I'm not going to get into the relative merits of "Sideways", a film I also liked a lot, but I do want to spend some time on Emerson's last sentence, because I think it crucial to his analysis. His central thesis is, after all, that "Million Dollar Baby" fails when it deviates from established forms--whether F.X. Toole's short stories or their generic forebearers. He claims that "Million Dollar Baby" is "a surrogate-familial love story, a boxing movie, and a Greek tragedy." (We'll leave aside that the picaresque and the road picture are also familiar forms.) While I don't quarrel with the surrogate-familial portion, I'm not convinced that "MDB" is an exemplar either of the "boxing movie" or of "Greek tragedy".

What exactly is a "boxing movie"? If it's a genre that simply contains boxing as a central feature, it has to embrace a wide variety of plots, from "Rocky" to "Raging Bull" to "Requiem For a Heavyweight" to "Tyson" to "Million Dollar Baby" to "Great White Hope", all very different films in style, structure, and themes. In "Rocky", the fight becomes a chance for a down-and-out loser like Rocky Balboa to have one great moment, which has less to do with winning than surviving with the champ. "Raging Bull" is about a man who is a master inside of the ring but can't handle anything outside of it--the same can be said, of "Tyson". "Requiem for a Heavyweight" is about how greed breaks the bonds that hold fighter, trainer, and manager together, leading to tragedy. "Great White Hope" is about a boxer who, though a rising star, suffers the hatred of the white fans and the disdain of the black community. "Million Dollar Baby" was about how difficult, and dangerous, the obligations of friendship could become. All of these stories contain boxing, but they're not structurally similar, employ different characters, and set different tones. It's hard to how he can call movies involving boxing "boxing movies" anymore than he can call movies involving real estate salesmen "real-estate-salesman movies". ("Glengarry Glen Ross" and "Babbitt" are very different stories involving the same job.)

As for "Greek tragedy", I wonder how Emerson made the mistake of believing Eastwood intended to make one. The tragedy of "Million Dollar Baby" would not be one that Aristotle would recognize. It would be a stretch to compare Maggie's failure to heed Frank's warning to "protect herself at all times" with hubris; neither is it reasonable to conclude that Maggie's fate in the movie was in some way fated at the beginning. The movie has multiple subplots, missing all three of the unities. It does not deal in the classical devices of reversal or recognition, and its lead character is not brought down because of an inner perversion that spoils all of her nobility. If anything, the same passion that fueled Maggie's rise in the ring also fueled her suicide, a trait more familiar to Shakespearean tragedy than to the Greek (See "MacBeth", "Coriolanus", "Lear", "Romeo and Juliet", "Hamlet", or "Othello"). Indeed, with the Danger and Family subplots, and the chatter with the priest just before Frank heads off to give the poison to his Maggie, the entire story seemed to me to owe a good deal more to the Bard (whom Ben Jonson took to task for his messy plotting) than to Sophocles.

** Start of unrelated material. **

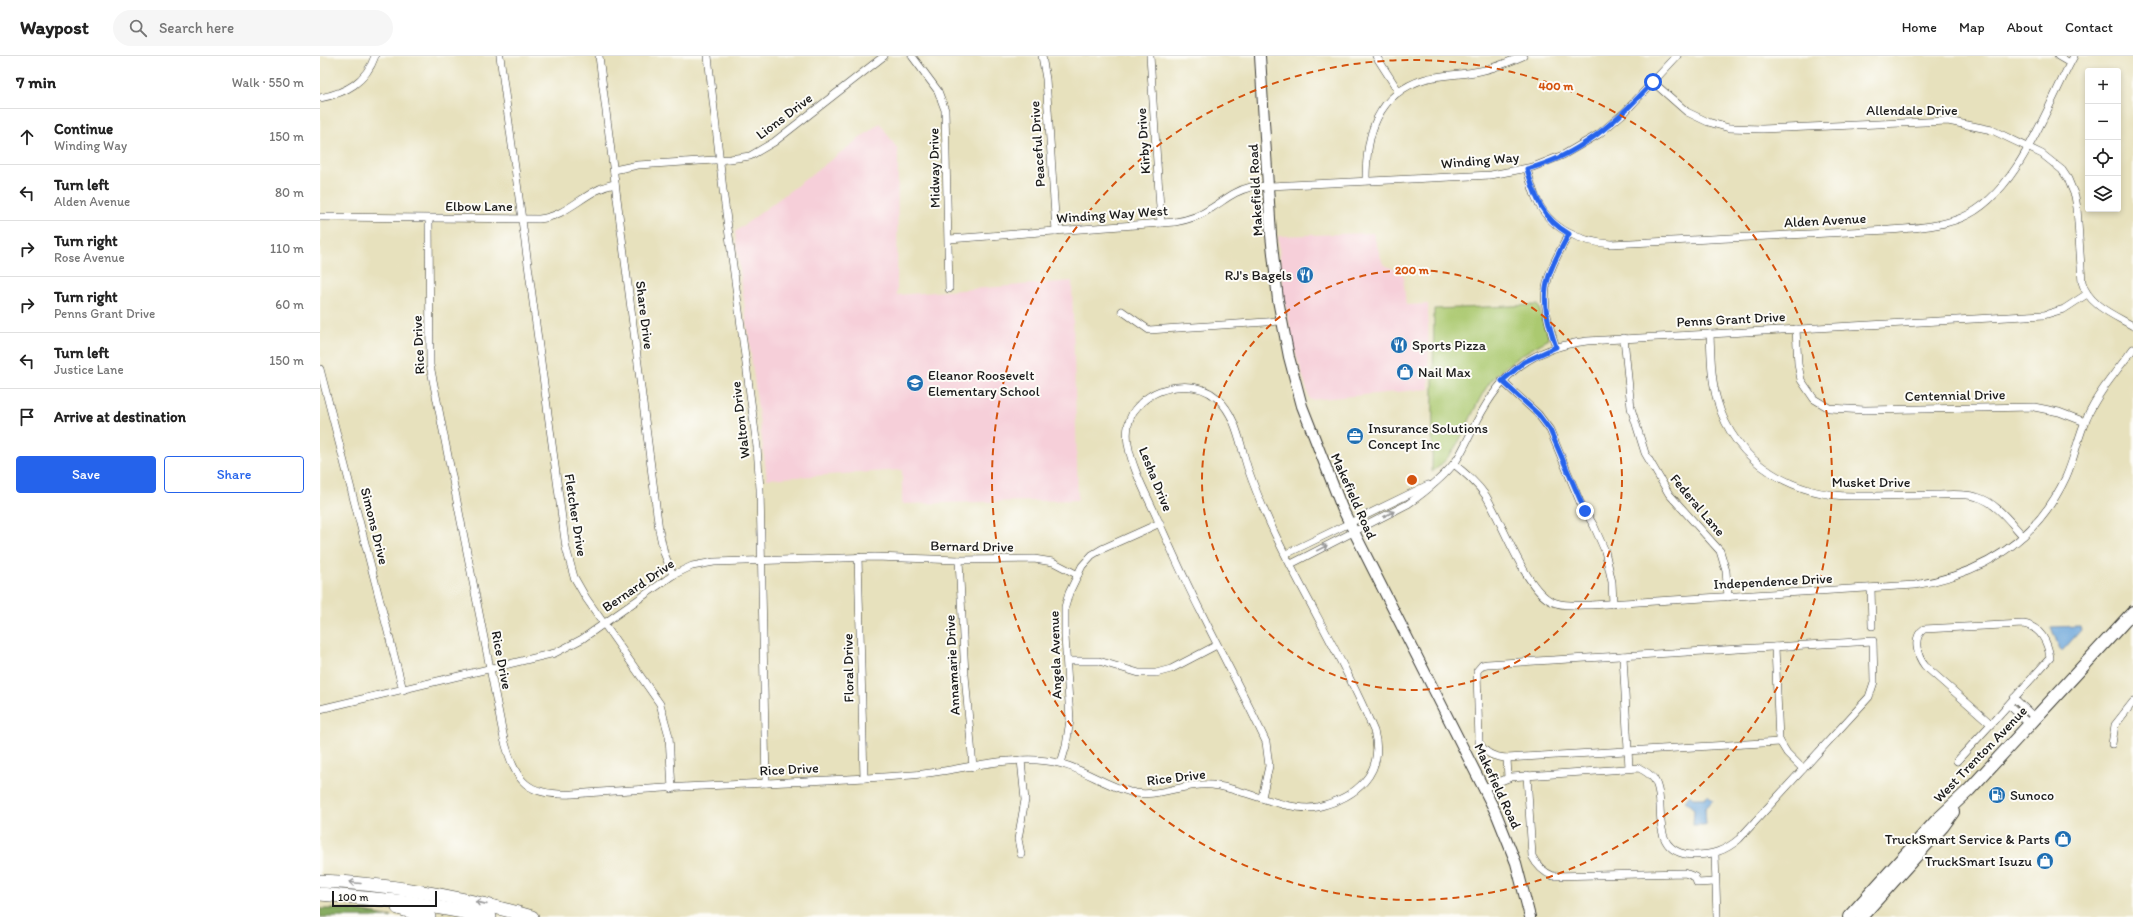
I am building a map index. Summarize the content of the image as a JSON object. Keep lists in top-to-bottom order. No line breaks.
{"streets":{"main road":["West Trenton Avenue"],"street":["Allendale Drive","Lions Drive","Kirby Drive","Peaceful Drive","Winding Way","Midway Drive","Makefield Road","Elbow Lane","Winding Way West","Alden Avenue","Share Drive","Penns Grant Drive","Rice Drive","Centennial Drive","Walton Drive","Lesha Drive","Musket Drive","Federal Lane","Fletcher Drive","Simons Drive","Bernard Drive","Independence Drive","Angela Avenue","Annamarie Drive","Floral Drive"]},"crossings":[["Allendale Drive","Winding Way"],["Allendale Drive","Alden Avenue"],["Allendale Drive","Penns Grant Drive"],["Lions Drive","Share Drive"],["Lions Drive","Walton Drive"],["Kirby Drive","Winding Way West"],["Peaceful Drive","Winding Way West"],["Winding Way","Makefield Road"],["Winding Way","Winding Way West"],["Winding Way","Alden Avenue"],["Midway Drive","Winding Way West"],["Makefield Road","Winding Way West"],["Makefield Road","Penns Grant Drive"],["Elbow Lane","Rice Drive"],["Elbow Lane","Fletcher Drive"],["Share Drive","Bernard Drive"],["Penns Grant Drive","Centennial Drive"],["Penns Grant Drive","Musket Drive"],["Penns Grant Drive","Federal Lane"],["Penns Grant Drive","Independence Drive"],["Rice Drive","Walton Drive"],["Rice Drive","Lesha Drive"],["Rice Drive","Fletcher Drive"],["Rice Drive","Bernard Drive"],["Rice Drive","Angela Avenue"],["Rice Drive","Annamarie Drive"],["Rice Drive","Floral Drive"],["Centennial Drive","Independence Drive"],["Walton Drive","Bernard Drive"],["Lesha Drive","Angela Avenue"],["Musket Drive","Independence Drive"],["Federal Lane","Independence Drive"],["Fletcher Drive","Bernard Drive"],["Simons Drive","Bernard Drive"],["Bernard Drive","Angela Avenue"],["Bernard Drive","Annamarie Drive"],["Bernard Drive","Floral Drive"]],"places":{"restaurant":["RJ's Bagels","Sports Pizza"],"shop":["Nail Max","TruckSmart Service & Parts","TruckSmart Isuzu"],"school or university":["Eleanor Roosevelt Elementary School"],"office":["Insurance Solutions Concept Inc"],"fuel station":["Sunoco"]},"scale_bar":"100 m","page":{"header":"Waypost","search":"Search here","nav":["Home","Map","About","Contact"],"heading":["7 min","Walk · 550 m"],"map_buttons":["+","−"],"list":[["Continue","Winding Way","150 m"],["Turn left","Alden Avenue","80 m"],["Turn right","Rose Avenue","110 m"],["Turn right","Penns Grant Drive","60 m"],["Turn left","Justice Lane","150 m"],"Arrive at destination"],"buttons":["Save","Share"],"scale":"100 m"},"rings":["400 m","200 m"]}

I can see the advantage for Emerson in invoking the Greeks. The plot structure suggested in the Poetics is rigid, making it easy to hold up to "Million Dollar Baby" in order to accuse it of failure. But since Eastwood never tried to make a film according to that structure, it doesn't surprise me that the finished product didn't conform to it.

This leaves us with "surrogate-familial love story". I'm not an expert in this particular form, having never heard of it until just now, so I suppose I'll have to leave Emerson that one. Of course, Emerson doesn't give us a primer on this genre's rules, so it's hard to say where Eastwood may have failed to follow them.

On to individual complaints:

"For me, that point first comes when Frankie and Maggie go to Las Vegas for the big fight … and Scrap stays behind. In a tightly woven, classically plotted film, you don’t suddenly leave your trusty sidekick character (and your narrator!) behind for the climax of the story – especially when he’s been established as virtually the only friend in the world for the two other main characters. It’s completely unnecessary (except that the movie splits in two here, with the “Frozen Water” story taking place at the Hit Pit and the “Million Dollar Baby” story continuing independently in Vegas)."

Actually, that's not the climax of the story. That won't come until later, but why split hairs? I must admit I wondered about Scrap's decision as well, but Morgan Freeman sold me that he had his reasons for hanging back and I went with it without too much thought. Further I'm dubious that he would have served much of a function in the championship fight scene if he had gone. In a tightly woven, classically plotted film, you don't bring characters to the scene who serve no purpose in it. (Morgan Freeman gave a perfectly good reaction shot from his bed while he was watching the fight on television.)

"Perhaps the corniest and most unconvincing moment in the movie comes when Scrap hauls off and punches Shawrelle for beating up on Danger. In the story, it’s not an old, one-eyed man who KOs a boxer in his prime, but the owner of the gym for whom Scrap works. That man, Curtis “Hymn” Odom, is much younger closer to Shawrelle’s age and still at his prime fighting weight. In fact, Scrap used to train him, and now he works for him. The only reason Hymn isn’t still fighting is that “he got a detach eye.” It makes a lot more sense that this guy could and would clock Shawrelle than ol’ Scrap."

Yeah, but, while it's established that Shawrelle is in his prime, it's also established that he really isn't any good. He has no heart, as Scrap says early in the picture. He can throw a punch but he can't absorb one. My impression was that Scrap took Shawrelle out because he surprised him and Shawrelle forgot what he was supposed to do in response. Mentally, Shawrelle is a poor fighter. Now, it probably would have been a better scene if Eastwood had followed the Toole story and had Odom knock Shawrelle out; but it would have added another secondary character to the piece whose sole function in the story would be to knock Shawrelle out. In a plot that Emerson already thinks is messy, why would adding more characters do it any favors?

"Why would Scrap write to this missing daughter to recount a story about another daughter-figure that Frankie loved and then was forced to help die? What is incommunicado-daughter supposed to make of that little tale? To Scrap, the story shows that Frankie was a tragic figure and “a good man” (not a “heroic” figure, as some anti-euthanasia right-wingers have claimed). But it would have been more satisfying, and less preposterous, if he’d just told us that, and let Frankie’s daughter be."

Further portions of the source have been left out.